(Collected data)
┌──
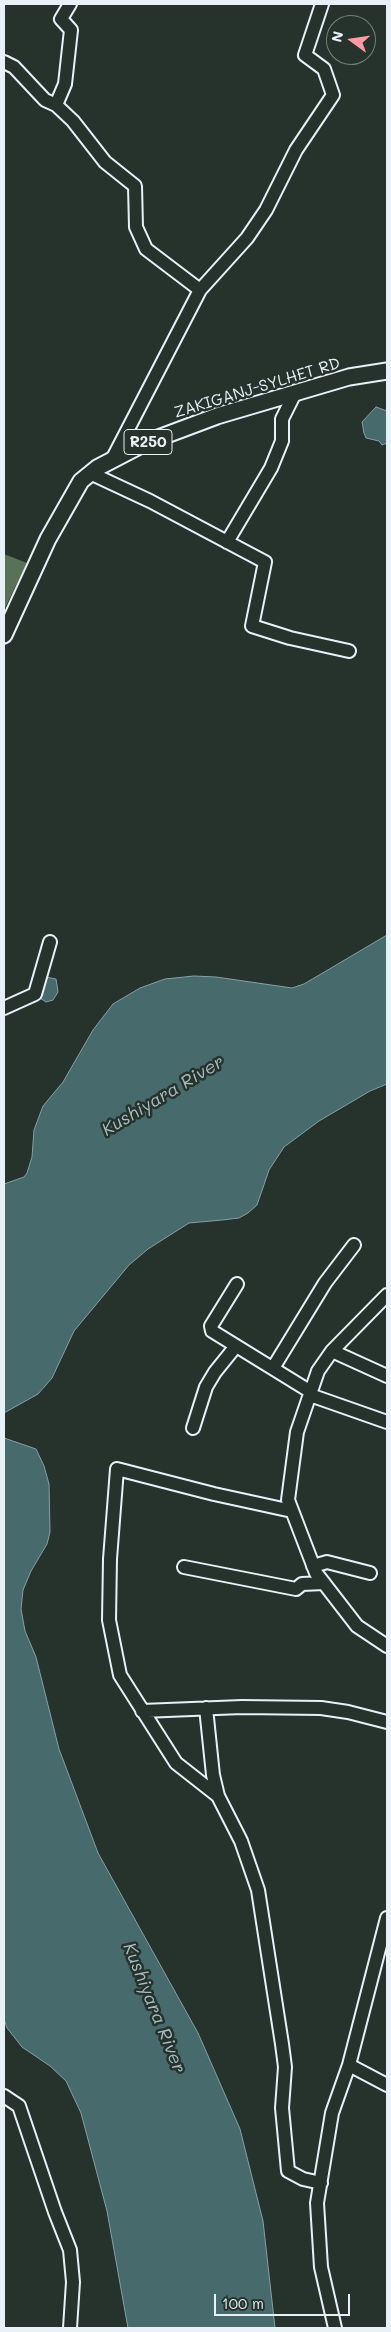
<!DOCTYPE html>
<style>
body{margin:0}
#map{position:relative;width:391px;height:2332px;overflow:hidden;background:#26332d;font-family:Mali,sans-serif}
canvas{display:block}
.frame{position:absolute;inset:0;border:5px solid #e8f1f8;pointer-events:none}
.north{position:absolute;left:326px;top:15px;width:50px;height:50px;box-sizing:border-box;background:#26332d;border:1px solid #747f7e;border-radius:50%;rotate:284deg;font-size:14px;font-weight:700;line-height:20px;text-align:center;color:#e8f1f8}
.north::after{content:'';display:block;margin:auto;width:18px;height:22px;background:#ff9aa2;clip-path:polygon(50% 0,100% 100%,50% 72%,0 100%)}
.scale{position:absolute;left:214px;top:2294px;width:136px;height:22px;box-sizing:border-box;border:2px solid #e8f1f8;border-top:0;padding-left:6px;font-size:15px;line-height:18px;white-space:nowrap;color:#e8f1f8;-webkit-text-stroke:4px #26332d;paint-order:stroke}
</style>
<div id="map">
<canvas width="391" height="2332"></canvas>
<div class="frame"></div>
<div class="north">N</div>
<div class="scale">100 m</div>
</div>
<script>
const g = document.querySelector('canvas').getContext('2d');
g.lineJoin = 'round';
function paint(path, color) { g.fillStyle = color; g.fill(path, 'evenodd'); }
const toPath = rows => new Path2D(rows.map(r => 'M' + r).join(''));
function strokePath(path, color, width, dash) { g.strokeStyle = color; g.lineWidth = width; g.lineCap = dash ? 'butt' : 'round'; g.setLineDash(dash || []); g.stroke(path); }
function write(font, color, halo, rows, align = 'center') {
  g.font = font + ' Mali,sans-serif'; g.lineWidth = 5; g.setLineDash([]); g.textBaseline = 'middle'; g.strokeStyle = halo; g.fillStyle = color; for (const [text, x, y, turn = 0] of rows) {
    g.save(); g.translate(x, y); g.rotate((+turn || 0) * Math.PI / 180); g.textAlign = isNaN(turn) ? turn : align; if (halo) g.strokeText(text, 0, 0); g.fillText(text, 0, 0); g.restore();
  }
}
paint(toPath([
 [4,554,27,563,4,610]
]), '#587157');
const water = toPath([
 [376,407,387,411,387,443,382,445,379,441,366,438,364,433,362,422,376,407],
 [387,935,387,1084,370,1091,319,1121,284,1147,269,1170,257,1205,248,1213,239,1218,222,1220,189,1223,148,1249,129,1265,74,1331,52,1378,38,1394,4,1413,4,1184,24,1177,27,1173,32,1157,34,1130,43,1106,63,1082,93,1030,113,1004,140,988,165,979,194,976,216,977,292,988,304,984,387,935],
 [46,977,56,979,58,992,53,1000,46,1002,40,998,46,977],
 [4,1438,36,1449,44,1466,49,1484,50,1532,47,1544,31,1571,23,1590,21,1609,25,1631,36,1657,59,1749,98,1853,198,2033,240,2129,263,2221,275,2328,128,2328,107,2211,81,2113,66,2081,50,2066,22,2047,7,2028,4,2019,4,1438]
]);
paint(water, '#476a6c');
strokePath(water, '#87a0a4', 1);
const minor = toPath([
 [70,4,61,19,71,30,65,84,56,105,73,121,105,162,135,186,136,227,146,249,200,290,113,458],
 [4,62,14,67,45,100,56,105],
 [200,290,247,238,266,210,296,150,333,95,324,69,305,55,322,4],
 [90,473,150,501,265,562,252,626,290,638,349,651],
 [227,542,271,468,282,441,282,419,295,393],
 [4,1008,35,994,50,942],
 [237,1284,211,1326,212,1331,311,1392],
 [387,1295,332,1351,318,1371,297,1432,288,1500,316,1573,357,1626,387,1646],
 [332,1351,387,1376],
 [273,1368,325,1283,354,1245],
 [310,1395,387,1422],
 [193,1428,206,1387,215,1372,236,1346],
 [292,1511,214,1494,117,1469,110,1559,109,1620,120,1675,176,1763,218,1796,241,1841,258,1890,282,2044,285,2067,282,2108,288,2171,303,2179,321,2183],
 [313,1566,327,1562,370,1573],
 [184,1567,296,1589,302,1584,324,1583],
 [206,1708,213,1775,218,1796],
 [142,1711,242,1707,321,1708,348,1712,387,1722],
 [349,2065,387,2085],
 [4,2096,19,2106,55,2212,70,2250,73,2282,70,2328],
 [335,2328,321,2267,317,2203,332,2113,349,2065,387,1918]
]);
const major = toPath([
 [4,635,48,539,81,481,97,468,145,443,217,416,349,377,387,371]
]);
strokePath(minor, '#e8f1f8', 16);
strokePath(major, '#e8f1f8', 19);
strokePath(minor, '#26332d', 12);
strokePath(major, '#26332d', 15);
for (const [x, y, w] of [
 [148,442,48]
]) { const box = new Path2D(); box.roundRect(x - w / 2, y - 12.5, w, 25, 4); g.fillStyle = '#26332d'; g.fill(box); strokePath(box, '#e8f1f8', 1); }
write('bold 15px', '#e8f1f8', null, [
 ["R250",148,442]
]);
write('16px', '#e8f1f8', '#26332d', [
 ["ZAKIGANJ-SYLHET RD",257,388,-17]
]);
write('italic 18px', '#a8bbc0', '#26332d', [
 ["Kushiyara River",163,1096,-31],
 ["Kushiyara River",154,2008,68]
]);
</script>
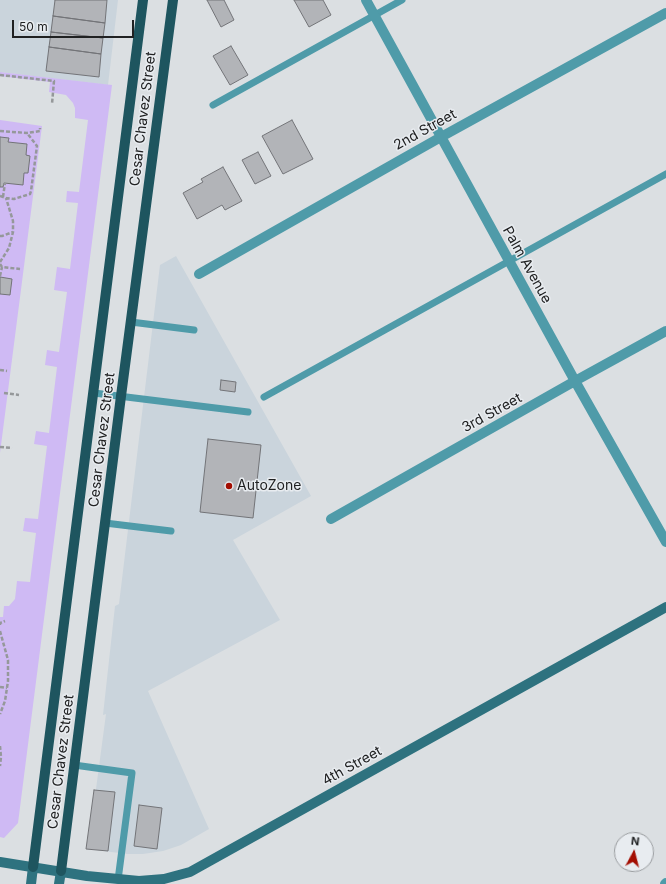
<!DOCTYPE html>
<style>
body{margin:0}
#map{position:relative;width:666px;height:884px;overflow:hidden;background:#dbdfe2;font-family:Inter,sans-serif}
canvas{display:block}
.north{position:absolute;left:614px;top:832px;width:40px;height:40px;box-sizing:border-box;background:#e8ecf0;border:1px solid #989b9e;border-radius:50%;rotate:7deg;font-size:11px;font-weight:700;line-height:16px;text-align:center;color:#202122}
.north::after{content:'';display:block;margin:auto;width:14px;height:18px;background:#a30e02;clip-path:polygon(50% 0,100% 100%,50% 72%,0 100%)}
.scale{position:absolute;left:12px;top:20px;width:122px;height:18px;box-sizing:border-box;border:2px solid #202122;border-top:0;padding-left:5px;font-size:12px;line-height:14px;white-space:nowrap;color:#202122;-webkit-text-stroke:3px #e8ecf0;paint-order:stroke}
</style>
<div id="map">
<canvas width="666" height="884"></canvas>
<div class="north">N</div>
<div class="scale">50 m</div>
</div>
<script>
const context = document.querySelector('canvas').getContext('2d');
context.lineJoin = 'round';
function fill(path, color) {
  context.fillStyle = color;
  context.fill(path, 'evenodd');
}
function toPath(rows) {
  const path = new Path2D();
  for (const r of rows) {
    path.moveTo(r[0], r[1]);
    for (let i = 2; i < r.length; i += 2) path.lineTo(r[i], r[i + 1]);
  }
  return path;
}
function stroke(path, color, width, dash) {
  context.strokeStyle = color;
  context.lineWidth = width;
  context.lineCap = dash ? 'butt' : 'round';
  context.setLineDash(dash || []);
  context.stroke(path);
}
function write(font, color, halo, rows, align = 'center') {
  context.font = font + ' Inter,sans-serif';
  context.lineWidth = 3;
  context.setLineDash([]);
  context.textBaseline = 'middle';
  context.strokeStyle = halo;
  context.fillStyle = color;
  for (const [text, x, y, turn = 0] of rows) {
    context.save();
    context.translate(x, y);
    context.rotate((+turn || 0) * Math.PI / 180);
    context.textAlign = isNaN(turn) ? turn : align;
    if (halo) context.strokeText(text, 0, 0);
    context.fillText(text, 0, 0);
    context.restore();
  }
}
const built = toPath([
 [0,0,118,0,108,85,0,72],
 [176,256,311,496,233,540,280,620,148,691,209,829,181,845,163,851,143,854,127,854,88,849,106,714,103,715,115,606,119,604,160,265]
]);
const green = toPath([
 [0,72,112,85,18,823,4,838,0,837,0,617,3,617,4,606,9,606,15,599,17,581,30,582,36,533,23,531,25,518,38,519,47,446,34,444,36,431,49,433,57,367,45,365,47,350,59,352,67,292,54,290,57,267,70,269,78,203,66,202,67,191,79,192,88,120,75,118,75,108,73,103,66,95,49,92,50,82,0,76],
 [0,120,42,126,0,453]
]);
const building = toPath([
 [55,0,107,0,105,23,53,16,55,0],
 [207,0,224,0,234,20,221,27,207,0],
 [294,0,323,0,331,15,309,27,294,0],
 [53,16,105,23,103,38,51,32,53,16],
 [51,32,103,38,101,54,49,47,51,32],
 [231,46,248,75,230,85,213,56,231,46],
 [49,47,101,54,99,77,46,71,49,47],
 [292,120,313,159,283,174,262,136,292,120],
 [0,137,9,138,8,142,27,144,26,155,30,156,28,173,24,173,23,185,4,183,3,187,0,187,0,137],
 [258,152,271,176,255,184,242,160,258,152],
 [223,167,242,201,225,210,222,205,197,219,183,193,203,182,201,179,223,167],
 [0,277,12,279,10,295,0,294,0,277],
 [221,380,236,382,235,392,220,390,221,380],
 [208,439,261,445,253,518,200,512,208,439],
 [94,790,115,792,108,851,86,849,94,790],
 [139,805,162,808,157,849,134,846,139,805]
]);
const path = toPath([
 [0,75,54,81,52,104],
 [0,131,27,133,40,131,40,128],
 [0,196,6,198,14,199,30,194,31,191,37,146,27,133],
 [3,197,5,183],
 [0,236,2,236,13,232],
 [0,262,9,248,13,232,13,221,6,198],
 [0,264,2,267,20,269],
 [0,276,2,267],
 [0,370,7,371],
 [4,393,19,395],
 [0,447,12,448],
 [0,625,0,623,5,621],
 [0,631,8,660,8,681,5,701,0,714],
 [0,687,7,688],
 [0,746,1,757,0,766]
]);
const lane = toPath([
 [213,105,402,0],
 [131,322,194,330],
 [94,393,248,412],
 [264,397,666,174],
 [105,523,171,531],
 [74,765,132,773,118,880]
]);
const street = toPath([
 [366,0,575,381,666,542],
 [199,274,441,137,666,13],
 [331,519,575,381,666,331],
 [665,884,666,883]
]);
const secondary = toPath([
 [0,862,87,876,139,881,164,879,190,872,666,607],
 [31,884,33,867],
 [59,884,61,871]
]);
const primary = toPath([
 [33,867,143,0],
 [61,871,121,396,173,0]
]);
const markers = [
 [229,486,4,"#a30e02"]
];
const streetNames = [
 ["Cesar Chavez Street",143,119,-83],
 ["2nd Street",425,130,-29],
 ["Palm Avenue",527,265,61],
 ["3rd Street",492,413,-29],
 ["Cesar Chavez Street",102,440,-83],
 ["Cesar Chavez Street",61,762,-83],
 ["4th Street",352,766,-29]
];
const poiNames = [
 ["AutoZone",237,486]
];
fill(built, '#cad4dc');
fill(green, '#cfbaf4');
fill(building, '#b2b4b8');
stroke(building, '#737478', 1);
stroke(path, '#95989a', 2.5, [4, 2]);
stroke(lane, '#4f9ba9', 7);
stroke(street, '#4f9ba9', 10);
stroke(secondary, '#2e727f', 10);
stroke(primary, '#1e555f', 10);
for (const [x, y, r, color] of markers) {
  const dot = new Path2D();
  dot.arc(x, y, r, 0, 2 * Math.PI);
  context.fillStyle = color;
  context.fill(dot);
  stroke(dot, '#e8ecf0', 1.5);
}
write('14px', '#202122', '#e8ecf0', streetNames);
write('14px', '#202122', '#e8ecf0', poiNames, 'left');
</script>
└──
- PROBLEM: Exact duplication is required for the lines above, from the line that contains "g.save(); g.translate(x, y);" to the line that contains "[4,554,27,563,4,610]", inclusive; omit all others.

- RESPONSE TO THE TASK:
    g.save(); g.translate(x, y); g.rotate((+turn || 0) * Math.PI / 180); g.textAlign = isNaN(turn) ? turn : align; if (halo) g.strokeText(text, 0, 0); g.fillText(text, 0, 0); g.restore();
  }
}
paint(toPath([
 [4,554,27,563,4,610]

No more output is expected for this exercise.